JOCELYN MATHEWES Website CV

Tri-cities, TN | Mixed Media, Photography, Printmaking
Bio:

Jocelyn Mathewes is a mixed-media interdisciplinary artist, whose work documents the invisible labor of the body. Working primarily in cyanotype, collage, and alternative photographic processes, she transforms the materials of illness — prescription sheets, medical detritus, hospital bracelets, weeds pulled from the garden — into objects of beauty, grief, and dark wit. Her practice is rooted in the conviction that chronic illness generates a kind of knowledge that culture is reluctant to see: that constraint can be a grammar, and that what the body loses, an art practice can make visible and transmissible.

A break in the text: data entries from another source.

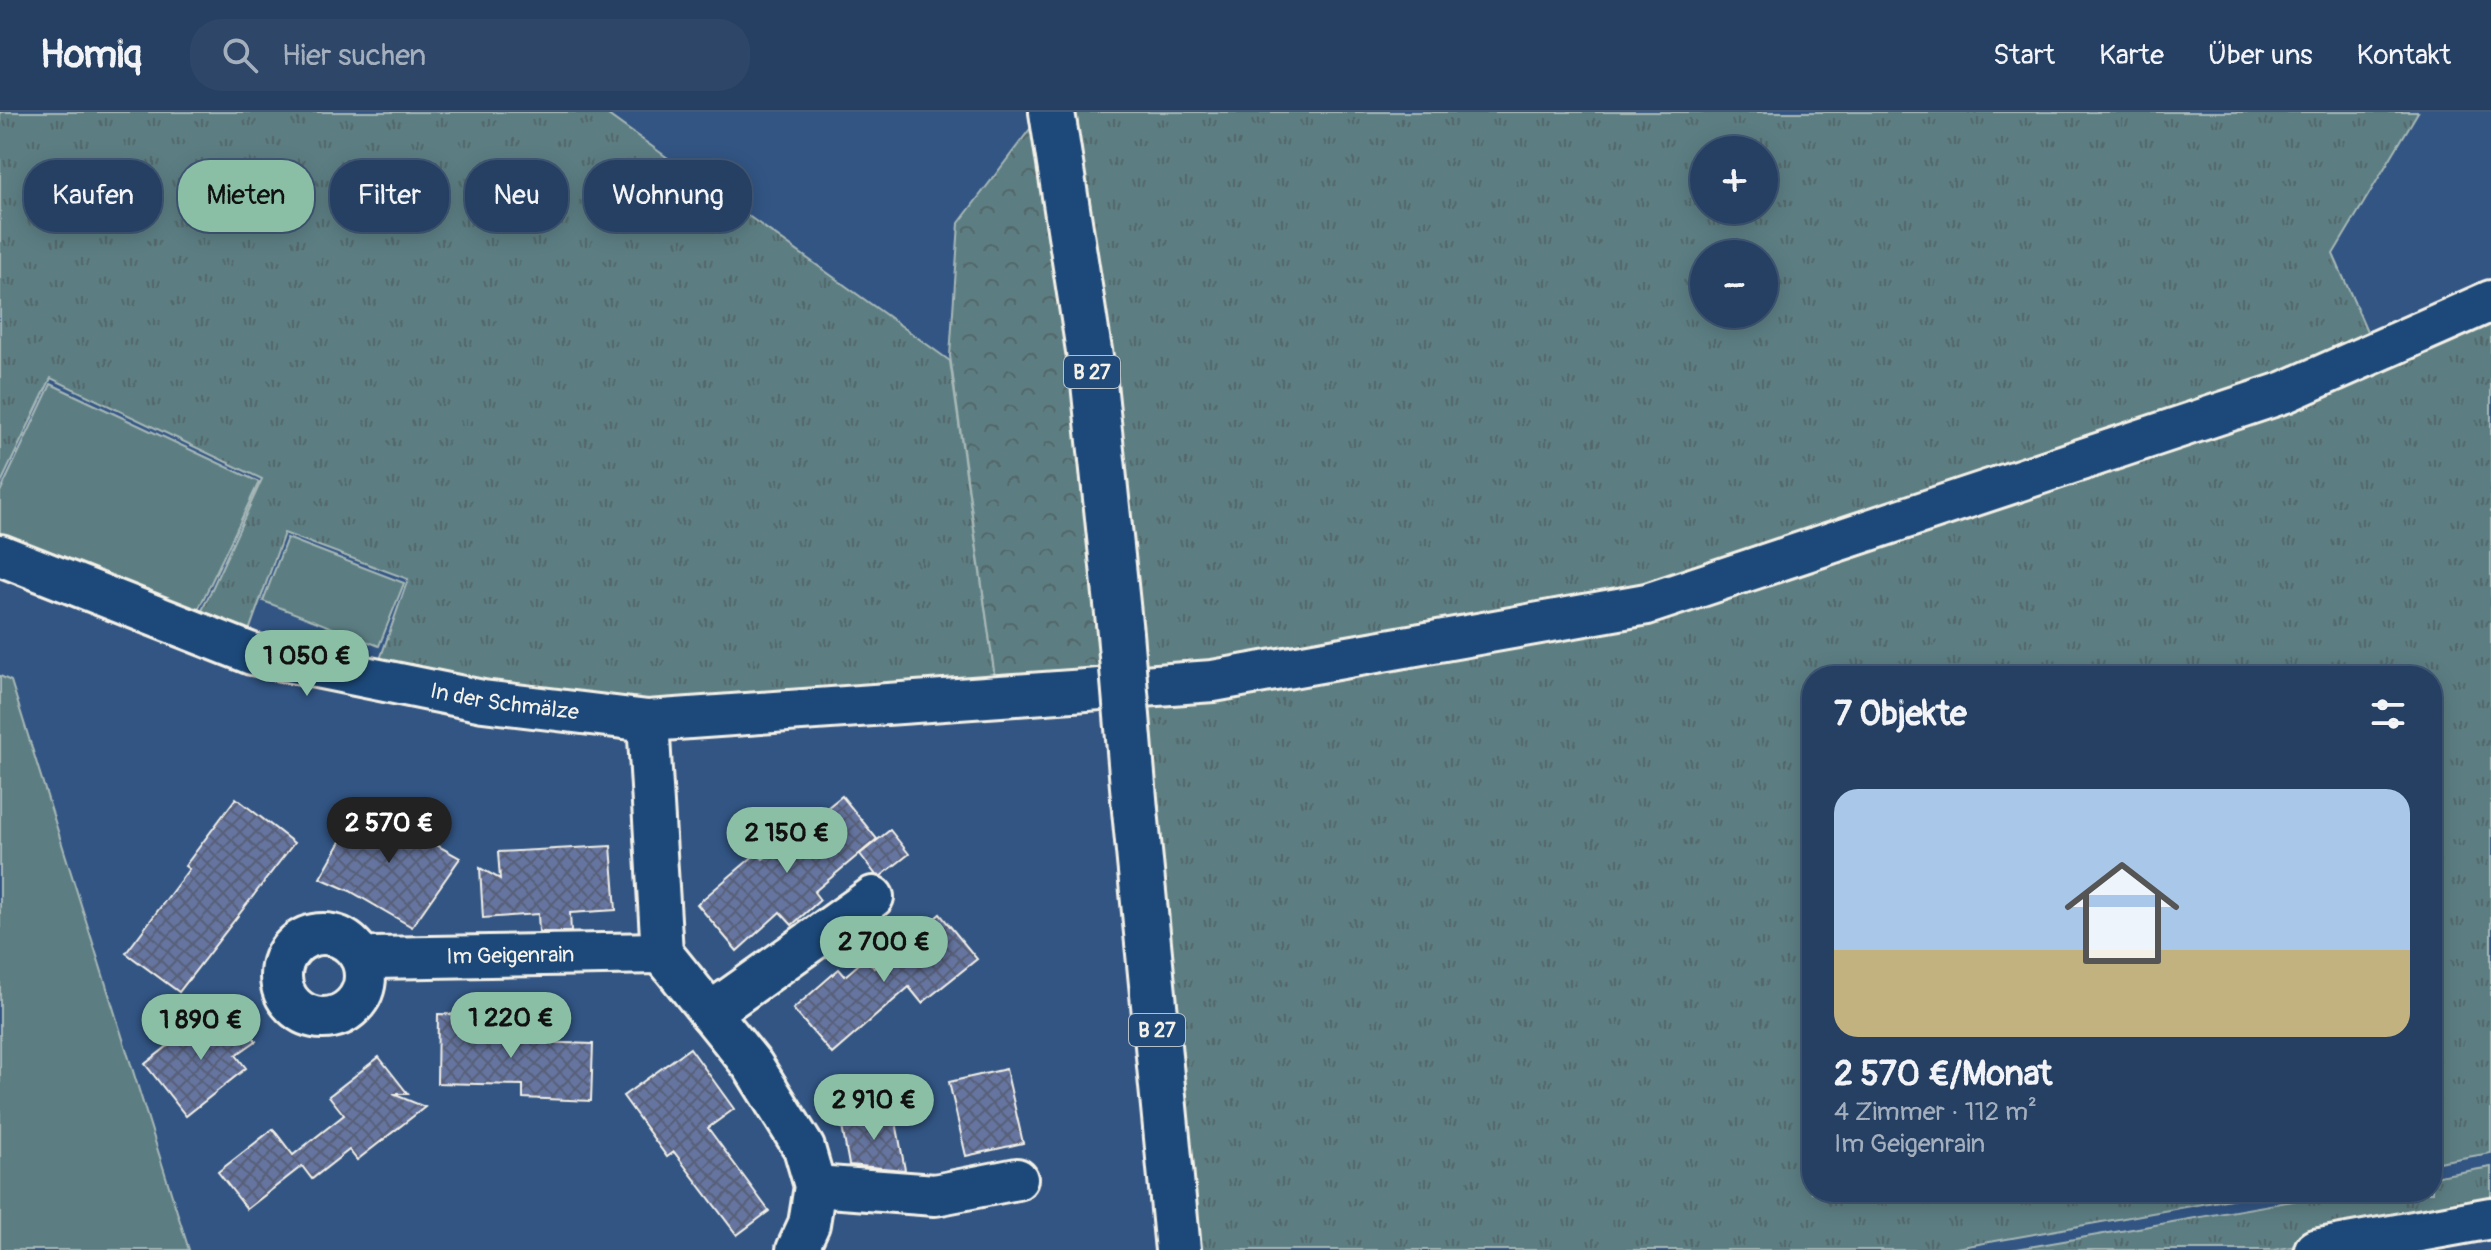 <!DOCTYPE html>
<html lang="de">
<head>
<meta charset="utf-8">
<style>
  :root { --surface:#264063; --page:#2e4769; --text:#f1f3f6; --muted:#a4afbe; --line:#425978; --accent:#8abfa5 }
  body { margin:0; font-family:Pangolin,sans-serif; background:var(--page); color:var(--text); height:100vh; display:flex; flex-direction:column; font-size:30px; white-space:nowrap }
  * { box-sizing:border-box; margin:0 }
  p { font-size:26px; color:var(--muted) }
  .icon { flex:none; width:44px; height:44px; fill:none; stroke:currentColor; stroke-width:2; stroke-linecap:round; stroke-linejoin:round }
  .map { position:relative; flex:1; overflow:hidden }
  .sheet { position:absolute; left:1802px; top:554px; width:640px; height:536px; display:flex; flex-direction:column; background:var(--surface); border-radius:32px; box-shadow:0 4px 20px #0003,0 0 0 2px var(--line) }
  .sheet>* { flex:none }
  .hud { position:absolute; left:24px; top:48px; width:760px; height:72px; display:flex; gap:16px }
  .controls { position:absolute; left:1690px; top:24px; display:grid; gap:16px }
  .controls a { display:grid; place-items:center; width:88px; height:88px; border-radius:50%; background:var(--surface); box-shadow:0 4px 20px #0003,0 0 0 2px var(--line); font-size:40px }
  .price { position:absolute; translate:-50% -68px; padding:0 18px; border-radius:28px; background:var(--accent); color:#111; font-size:26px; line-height:52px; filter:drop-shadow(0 2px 4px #0008) }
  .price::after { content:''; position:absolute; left:50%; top:48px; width:24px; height:18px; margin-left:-12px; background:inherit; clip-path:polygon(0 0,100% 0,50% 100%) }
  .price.selected { background:#222; color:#fff }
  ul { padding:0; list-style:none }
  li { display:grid; align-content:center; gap:16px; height:424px; padding:0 32px }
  li span { display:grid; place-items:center; height:248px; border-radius:24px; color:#555 }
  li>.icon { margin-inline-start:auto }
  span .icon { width:144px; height:144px; fill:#fffc; stroke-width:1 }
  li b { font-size:34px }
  h2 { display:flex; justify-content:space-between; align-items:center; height:96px; padding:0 32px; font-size:34px }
  .tag { padding:0 28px; border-radius:32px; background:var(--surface); box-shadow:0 4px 20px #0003,0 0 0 2px var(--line); font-size:28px; line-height:72px }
  .tag.selected { background:var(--accent); color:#111 }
  header { display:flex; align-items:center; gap:48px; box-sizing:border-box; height:112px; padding:0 40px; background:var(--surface); border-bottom:2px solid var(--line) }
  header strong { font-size:38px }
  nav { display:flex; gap:44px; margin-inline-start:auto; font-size:28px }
  .search { width:560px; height:72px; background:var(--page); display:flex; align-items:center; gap:20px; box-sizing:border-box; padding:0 28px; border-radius:32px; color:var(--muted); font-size:30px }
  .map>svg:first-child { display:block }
  .grass { fill:url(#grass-tufts); stroke:#a8b8b6; stroke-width:2; fill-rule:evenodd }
  .forest { fill:url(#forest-crowns); stroke:#a8b8b6; stroke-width:2 }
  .garden { fill:#5c7e83; stroke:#a8b8b6; stroke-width:2 }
  .building { fill:url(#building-cross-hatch); stroke:#f4f1e8; stroke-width:2 }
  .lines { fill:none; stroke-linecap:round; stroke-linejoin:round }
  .minor-casing { stroke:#f4f1e8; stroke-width:46 }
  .major-casing { stroke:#f4f1e8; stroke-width:50 }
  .minor { stroke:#1f4a7a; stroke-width:40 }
  .major { stroke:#1f4a7a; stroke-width:44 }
  .major-bridge-casing { stroke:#f4f1e8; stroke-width:50; stroke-linecap:butt }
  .major-bridge { stroke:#1f4a7a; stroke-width:44 }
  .labels { text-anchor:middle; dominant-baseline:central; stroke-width:6; stroke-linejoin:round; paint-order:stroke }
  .shield { fill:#1f4a7a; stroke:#b4bfc7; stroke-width:2 }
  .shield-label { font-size:20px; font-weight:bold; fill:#f4f1e8 }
  .street-label { font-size:22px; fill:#f4f1e8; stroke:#1f4a7a }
</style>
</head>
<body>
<header>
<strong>Homiq</strong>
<div class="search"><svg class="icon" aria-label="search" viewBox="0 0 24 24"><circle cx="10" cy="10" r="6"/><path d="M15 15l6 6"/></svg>Hier suchen</div>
<nav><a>Start</a><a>Karte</a><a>Über uns</a><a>Kontakt</a></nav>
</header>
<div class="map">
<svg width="2491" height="1138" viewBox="0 0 2491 1138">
  <defs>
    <pattern id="grass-tufts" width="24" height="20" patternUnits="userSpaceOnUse" patternTransform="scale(2)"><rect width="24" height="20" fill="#5c7e83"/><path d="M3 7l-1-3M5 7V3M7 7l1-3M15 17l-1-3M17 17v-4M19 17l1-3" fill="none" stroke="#536668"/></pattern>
    <pattern id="forest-crowns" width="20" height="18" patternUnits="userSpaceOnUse" patternTransform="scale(2)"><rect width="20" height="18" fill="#5c7e83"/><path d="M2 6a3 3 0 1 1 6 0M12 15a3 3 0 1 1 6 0" fill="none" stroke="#536668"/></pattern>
    <pattern id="building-cross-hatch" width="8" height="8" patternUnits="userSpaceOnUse" patternTransform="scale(2)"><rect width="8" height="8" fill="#6574a0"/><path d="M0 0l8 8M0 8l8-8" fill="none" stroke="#586078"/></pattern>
  </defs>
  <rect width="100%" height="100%" fill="#325584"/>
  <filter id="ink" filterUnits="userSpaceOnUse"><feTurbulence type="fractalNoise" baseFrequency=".0125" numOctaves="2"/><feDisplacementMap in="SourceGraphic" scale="16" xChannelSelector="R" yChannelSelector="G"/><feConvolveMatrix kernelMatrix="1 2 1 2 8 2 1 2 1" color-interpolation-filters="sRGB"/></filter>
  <g filter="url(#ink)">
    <g class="grass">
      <path d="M0 0H604L950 249 997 580 644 601 376 559 408 467 284 421 244 533 195 514 262 367 51 266 0 373Z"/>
      <path d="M1054 0H2418L2333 142 2374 235 1647 488 1116 572ZM1704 38H1764V98H1704ZM1704 142H1764V202H1704Z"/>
      <path d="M2491 192V1041L2432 1051V564H1812V1080H2270L1945 1138H1176L1115 581 1645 497Z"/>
      <path d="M2491 1055V1099L2274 1138H2011L2345 1080H2432V1065Z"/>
    </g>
    <path class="forest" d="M1042 1 1105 573 997 580 950 244 959 111Z"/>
    <g class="garden">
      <path d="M51 272 259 370 190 515 0 426V380Z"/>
      <path d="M287 426 404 471 379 534 263 489Z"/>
      <path d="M0 564 11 569 189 1138H0Z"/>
    </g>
    <g class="building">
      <path d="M842 684 877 727 814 780 820 788 792 813 780 800 737 839 697 792 757 741 763 747Z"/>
      <path d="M236 686 294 731 179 880 126 841 189 757 185 754Z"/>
      <path d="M363 691 415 717 413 720 460 746 412 815 350 779 320 766Z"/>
      <path d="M890 718 909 742 881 764 876 763 860 742Z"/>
      <path d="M611 734 616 798 570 801 571 820H539L538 802 483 806 480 756 500 767 498 740Z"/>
      <path d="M940 802 977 847 922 891 909 875 832 942 793 897 839 857 845 864 866 846 874 856Z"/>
      <path d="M438 902 507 904 506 929 593 932 591 989 523 986V973L437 971Z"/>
      <path d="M206 904 218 919 238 904 256 929 236 943 246 956 186 1004 145 952Z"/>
      <path d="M690 936 734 997 708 1016 769 1099 737 1123 674 1040 667 1045 623 984Z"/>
      <path d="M379 945 408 982H393L425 995 357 1048 349 1038 312 1067 302 1054 247 1097 218 1060 273 1017 293 1043 344 1003 329 984Z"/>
      <path d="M1006 957 1023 1031 966 1044 949 970Z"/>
      <path d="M894 999 905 1058 849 1053 841 1009Z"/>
    </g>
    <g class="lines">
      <defs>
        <g id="minor">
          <path id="s1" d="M0 443 252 542 483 589 648 609 1213 569 1647 492 2285 280 2491 189"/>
          <path d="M648 609 662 841 753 954 804 1036 815 1074 809 1112 797 1138"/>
          <circle cx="323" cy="864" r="42"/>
          <path id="s2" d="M359 842 372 846 662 841"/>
          <path d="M710 901 873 785"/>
          <path d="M815 1074 935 1083 1017 1067"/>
          <path d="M2315 1138 2491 1106"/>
        </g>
        <g id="major">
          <path d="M1052 0 1094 271 1120 521"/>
          <path d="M1135 698 1178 1138"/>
        </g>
      </defs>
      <use href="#minor" class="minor-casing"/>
      <use href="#major" class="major-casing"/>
      <use href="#minor" class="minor"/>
      <use href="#major" class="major"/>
      <defs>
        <path id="major-bridge" d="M1120 521 1135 698"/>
      </defs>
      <use href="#major-bridge" class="major-bridge-casing"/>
      <use href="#major-bridge" class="major-bridge"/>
    </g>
  </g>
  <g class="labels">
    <g class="shield">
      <rect x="1064" y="244" width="56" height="32" rx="6"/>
      <rect x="1129" y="902" width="56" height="32" rx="6"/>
    </g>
    <g class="shield-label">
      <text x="1092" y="260">B 27</text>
      <text x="1157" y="918">B 27</text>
    </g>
    <g class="street-label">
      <text stroke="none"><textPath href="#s1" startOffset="528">In der Schmälze</textPath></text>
      <text stroke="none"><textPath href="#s2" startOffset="152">Im Geigenrain</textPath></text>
    </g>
  </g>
</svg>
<div class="controls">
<a>+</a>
<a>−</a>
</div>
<b class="price" style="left:307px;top:586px">1 050 €</b>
<b class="price selected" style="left:389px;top:753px">2 570 €</b>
<b class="price" style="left:787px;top:763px">2 150 €</b>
<b class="price" style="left:884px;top:872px">2 700 €</b>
<b class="price" style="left:511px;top:948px">1 220 €</b>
<b class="price" style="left:201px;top:950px">1 890 €</b>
<b class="price" style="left:874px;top:1030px">2 910 €</b>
<div class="hud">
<a class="tag">Kaufen</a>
<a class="tag selected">Mieten</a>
<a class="tag">Filter</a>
<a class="tag">Neu</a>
<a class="tag">Wohnung</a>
</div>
<section class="sheet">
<h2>7 Objekte<svg class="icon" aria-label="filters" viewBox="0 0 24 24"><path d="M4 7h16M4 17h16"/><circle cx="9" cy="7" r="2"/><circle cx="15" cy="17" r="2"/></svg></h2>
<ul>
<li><span style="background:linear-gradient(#a9c7e8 65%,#c2b280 0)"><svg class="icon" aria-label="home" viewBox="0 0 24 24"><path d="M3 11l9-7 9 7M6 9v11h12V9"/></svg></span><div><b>2 570 €/Monat</b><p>4 Zimmer · 112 m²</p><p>Im Geigenrain</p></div></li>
</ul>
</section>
</div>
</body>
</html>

Mathewes is based in East Tennessee and has exhibited widely across the United States. Her work is held in the permanent collection of the Reece Museum, and has been featured in The HAND Magazine, Image Journal, and Cyanotype: The Blueprint in Contemporary Practice by Christina Z. Anderson, the definitive English-language volume on the medium. She is a 2025 ArtFields competition artist and a 2026 solo exhibitor at the William King Museum of Art.

In 2020, she founded EAT/ART space, an alternative gallery in her home dining room in Johnson City, Tennessee — a community institution built to create opportunities for Appalachian artists within the constraints of rural living and pandemic isolation. She has curated exhibitions at the Reece Museum, Arts Depot Abingdon, and Create Appalachia, and has lectured on illness, creativity, and artistic practice at Milligan University and the Artist/Mother Podcast Network.

Mathewes holds a B.A. in Studio Art and English Literature from Messiah College and has participated in residencies with the Artist Residency in Motherhood (ARiM), Makers Circle, and Stay Home Gallery.